» **Exercise**
Using the records that appear below, write out exactly the lines from the one with "2v4M12 18v4M2 12h4M18" through the one with "4l9 5-9 5-9-5zM3", keeping both end lines.

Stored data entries

═══

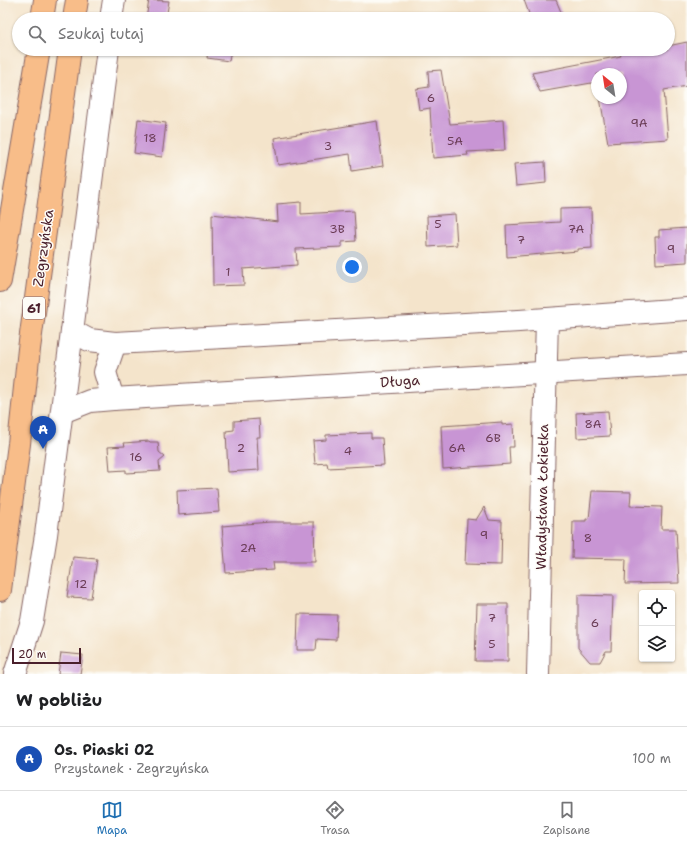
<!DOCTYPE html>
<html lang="pl">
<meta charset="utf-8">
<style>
body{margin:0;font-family:"Shantell Sans",sans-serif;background:#f6f6f6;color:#202124}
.controls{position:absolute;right:12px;bottom:12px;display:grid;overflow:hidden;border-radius:4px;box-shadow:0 1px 3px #0004}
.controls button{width:36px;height:36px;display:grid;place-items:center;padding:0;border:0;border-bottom:1px solid #e0e0e0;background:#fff;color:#202124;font:20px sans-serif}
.compass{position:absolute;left:591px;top:68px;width:36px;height:36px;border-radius:50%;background:#fff;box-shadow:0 1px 3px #0004;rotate:330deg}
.scale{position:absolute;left:12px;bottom:10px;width:69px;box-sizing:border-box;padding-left:4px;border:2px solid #4a1f2b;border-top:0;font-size:11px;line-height:14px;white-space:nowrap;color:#4a1f2b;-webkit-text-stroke:3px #fdfcf7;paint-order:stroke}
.you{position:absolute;left:352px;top:267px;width:14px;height:14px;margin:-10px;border:3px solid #fff;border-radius:50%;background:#1a73e8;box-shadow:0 0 0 6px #1a73e833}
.badge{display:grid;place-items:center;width:26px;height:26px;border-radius:50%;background:#1f6fb2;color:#fff;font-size:13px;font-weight:700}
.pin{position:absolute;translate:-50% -33px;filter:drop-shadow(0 1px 2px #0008)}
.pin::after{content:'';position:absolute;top:21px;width:14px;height:12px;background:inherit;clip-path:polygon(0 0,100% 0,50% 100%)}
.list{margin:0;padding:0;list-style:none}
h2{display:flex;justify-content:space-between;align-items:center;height:52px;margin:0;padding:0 16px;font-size:17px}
h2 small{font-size:13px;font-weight:400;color:#757577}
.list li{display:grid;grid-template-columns:26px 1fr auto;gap:12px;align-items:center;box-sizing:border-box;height:64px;padding:0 16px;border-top:1px solid #e0e0e0}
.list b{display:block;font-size:15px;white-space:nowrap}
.list p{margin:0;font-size:13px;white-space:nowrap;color:#757577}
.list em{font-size:13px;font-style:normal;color:#757577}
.icon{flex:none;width:22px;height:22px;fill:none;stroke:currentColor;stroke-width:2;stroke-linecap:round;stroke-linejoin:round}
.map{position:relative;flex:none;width:687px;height:674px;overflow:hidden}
.search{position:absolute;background:#fff;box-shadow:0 1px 3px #0004;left:12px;right:12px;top:12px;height:44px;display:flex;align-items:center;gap:10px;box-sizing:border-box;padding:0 14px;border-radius:22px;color:#757577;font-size:15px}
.sheet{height:116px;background:#fff}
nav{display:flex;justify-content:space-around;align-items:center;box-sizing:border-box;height:56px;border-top:1px solid #e0e0e0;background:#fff;font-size:11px;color:#757577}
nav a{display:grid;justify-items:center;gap:2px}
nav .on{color:#1f6fb2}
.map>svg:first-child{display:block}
.building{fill:#c895d4}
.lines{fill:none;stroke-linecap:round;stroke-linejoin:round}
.minor-casing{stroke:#866463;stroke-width:24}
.major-casing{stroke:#866463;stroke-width:24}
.minor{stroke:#fff;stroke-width:22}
.major{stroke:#f8bd89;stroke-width:22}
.labels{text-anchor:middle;stroke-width:3;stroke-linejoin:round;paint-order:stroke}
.number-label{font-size:12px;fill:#6a3c55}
.shield{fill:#fdfcf7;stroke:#806168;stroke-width:1}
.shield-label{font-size:13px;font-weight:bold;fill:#4a1f2b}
.street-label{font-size:14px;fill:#4a1f2b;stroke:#fdfcf7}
</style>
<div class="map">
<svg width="687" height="674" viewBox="0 0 687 674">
<rect width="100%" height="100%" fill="#fdfcf7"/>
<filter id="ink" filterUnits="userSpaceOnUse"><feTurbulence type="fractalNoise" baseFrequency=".025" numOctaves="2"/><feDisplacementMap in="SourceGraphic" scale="8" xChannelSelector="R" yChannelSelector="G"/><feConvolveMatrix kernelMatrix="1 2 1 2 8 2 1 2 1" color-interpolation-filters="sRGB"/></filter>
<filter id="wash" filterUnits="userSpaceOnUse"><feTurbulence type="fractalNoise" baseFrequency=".012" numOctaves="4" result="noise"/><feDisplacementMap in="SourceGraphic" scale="16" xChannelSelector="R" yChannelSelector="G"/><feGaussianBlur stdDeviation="0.9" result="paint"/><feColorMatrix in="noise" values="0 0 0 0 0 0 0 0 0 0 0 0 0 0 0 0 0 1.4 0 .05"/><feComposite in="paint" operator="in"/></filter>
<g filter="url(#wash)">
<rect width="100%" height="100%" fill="#f4e4cb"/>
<g id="blocks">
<g class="building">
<path d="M149,0L169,1L166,19H146Z"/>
<path d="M524,0H556L564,19H531Z"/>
<path d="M687,42V86L664,90L668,139L608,143L600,98H621V74H597V82L540,92L532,73L621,56L618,49H668V46Z"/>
<path d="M208,49H231L229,61L207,58Z"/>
<path d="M441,70L450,124L503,120L505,150L467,152L468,155L433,158L430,108L419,110L416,89L429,87L428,71Z"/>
<path d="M138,119L166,123L162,157L134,153Z"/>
<path d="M377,121L383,166L352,171L350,154L278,165L274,138Z"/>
<path d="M545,162L546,183L516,186L514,164Z"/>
<path d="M301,202V214L354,211L356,241L342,242V247L296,249L297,265L243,269L244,285L213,286L212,214L278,222L277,204Z"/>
<path d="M591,208L592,248L578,249V251L507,257L506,225L560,222V209Z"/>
<path d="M455,214L457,245L428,247L427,216Z"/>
<path d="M687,228V262L656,264L655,237H659V230Z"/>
<path d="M608,411L610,436L577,438L576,413Z"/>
<path d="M259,419L260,437H257L259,470L228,472L226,431L234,430V421Z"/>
<path d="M502,422V425L513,424L514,447H509L510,464L443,469L441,426Z"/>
<path d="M371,433V438H382L384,465L328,468L327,463L315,464L313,441L326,440V435Z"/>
<path d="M149,441L150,442H158L159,452L165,457L159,462L160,471L126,473V470L110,471L108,447L125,446L124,443Z"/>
<path d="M217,488L219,512L178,515L177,490Z"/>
<path d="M592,491L631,492L630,506L662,507L661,529H676L679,583L625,584L626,559L572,558L573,521H586V519H589Z"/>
<path d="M484,507L489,520L502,521L501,565L465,564L467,519L476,520Z"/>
<path d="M270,522H314L315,562H273L274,570L226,573L222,526Z"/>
<path d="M73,557L97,559L91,598L67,597Z"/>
<path d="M578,595L613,596L611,651H606L600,662H590L578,648Z"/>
<path d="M477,604H508V661H475Z"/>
<path d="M298,614L337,615L336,640L317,639L316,650H297Z"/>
<path d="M61,653L83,655L80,674H58Z"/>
</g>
</g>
</g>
<g filter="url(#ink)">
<use href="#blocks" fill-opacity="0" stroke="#866463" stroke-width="1"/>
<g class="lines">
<defs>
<g id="minor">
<path d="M111,19L114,0"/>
<path d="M72,331L89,340L115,343L519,321L687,309"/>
<path d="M113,399L105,372L115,343"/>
<path d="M62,412L90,401L113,399L687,364"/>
<path d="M15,674L32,621L46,535L108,49"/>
<path d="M538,674L547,319"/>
</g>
<g id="major">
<path d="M42,19L45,0"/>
<path d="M74,19L77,0"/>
<path d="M0,281L39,49"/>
<path d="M0,590L19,444L29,349L70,49"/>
</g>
</defs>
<use href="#minor" class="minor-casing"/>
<use href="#major" class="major-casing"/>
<use href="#minor" class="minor"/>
<use href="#major" class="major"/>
</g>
</g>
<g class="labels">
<g class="number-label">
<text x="431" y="102">6</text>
<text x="639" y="127">9A</text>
<text x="150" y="142">18</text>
<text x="455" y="145">5A</text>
<text x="328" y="150">3</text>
<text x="438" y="228">5</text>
<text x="337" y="233">3B</text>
<text x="576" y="233">7A</text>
<text x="521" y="244">7</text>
<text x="671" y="253">9</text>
<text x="228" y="276">1</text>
<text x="593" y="428">8A</text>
<text x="493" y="442">6B</text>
<text x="241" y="452">2</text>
<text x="457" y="452">6A</text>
<text x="348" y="455">4</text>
<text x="136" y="461">16</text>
<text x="484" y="539">9</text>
<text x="588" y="542">8</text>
<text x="248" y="552">2A</text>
<text x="81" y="588">12</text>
<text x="492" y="622">7</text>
<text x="595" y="627">6</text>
<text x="492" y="648">5</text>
</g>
<rect class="shield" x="23" y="297" width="22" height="22" rx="3"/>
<g class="shield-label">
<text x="34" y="313">61</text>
</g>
<g class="street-label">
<text transform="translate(43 248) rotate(-82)" y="5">Zegrzyńska</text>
<text transform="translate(400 381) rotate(-4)" y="5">Długa</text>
<text transform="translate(542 497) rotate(-89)" y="5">Władysława Łokietka</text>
</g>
</g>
</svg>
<div class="controls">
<button><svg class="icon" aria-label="locate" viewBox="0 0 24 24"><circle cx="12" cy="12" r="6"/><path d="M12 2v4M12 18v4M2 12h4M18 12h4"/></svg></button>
<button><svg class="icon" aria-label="layers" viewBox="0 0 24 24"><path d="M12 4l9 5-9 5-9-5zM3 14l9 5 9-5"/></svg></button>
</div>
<svg class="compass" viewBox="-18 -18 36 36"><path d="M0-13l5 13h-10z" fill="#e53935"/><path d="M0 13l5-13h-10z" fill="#757577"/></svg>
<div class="scale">20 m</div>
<div class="you"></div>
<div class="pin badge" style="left:43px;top:449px;background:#1a4fb4">A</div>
<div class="search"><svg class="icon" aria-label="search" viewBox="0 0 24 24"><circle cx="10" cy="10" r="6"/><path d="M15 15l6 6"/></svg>Szukaj tutaj</div>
</div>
<section class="sheet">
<h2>W pobliżu<small></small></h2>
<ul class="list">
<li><span class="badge" style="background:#1a4fb4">A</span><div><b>Os. Piaski 02</b><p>Przystanek · Zegrzyńska</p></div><em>100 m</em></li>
</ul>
</section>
<nav>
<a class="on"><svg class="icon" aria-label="map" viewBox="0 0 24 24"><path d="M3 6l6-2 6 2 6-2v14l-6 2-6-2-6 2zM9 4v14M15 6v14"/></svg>Mapa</a>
<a><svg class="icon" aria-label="directions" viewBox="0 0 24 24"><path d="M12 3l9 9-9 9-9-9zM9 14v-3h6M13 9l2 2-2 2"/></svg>Trasa</a>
<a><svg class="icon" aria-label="saved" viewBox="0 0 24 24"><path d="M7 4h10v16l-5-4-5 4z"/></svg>Zapisane</a>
</nav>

═══

» **Written response**
<button><svg class="icon" aria-label="locate" viewBox="0 0 24 24"><circle cx="12" cy="12" r="6"/><path d="M12 2v4M12 18v4M2 12h4M18 12h4"/></svg></button>
<button><svg class="icon" aria-label="layers" viewBox="0 0 24 24"><path d="M12 4l9 5-9 5-9-5zM3 14l9 5 9-5"/></svg></button>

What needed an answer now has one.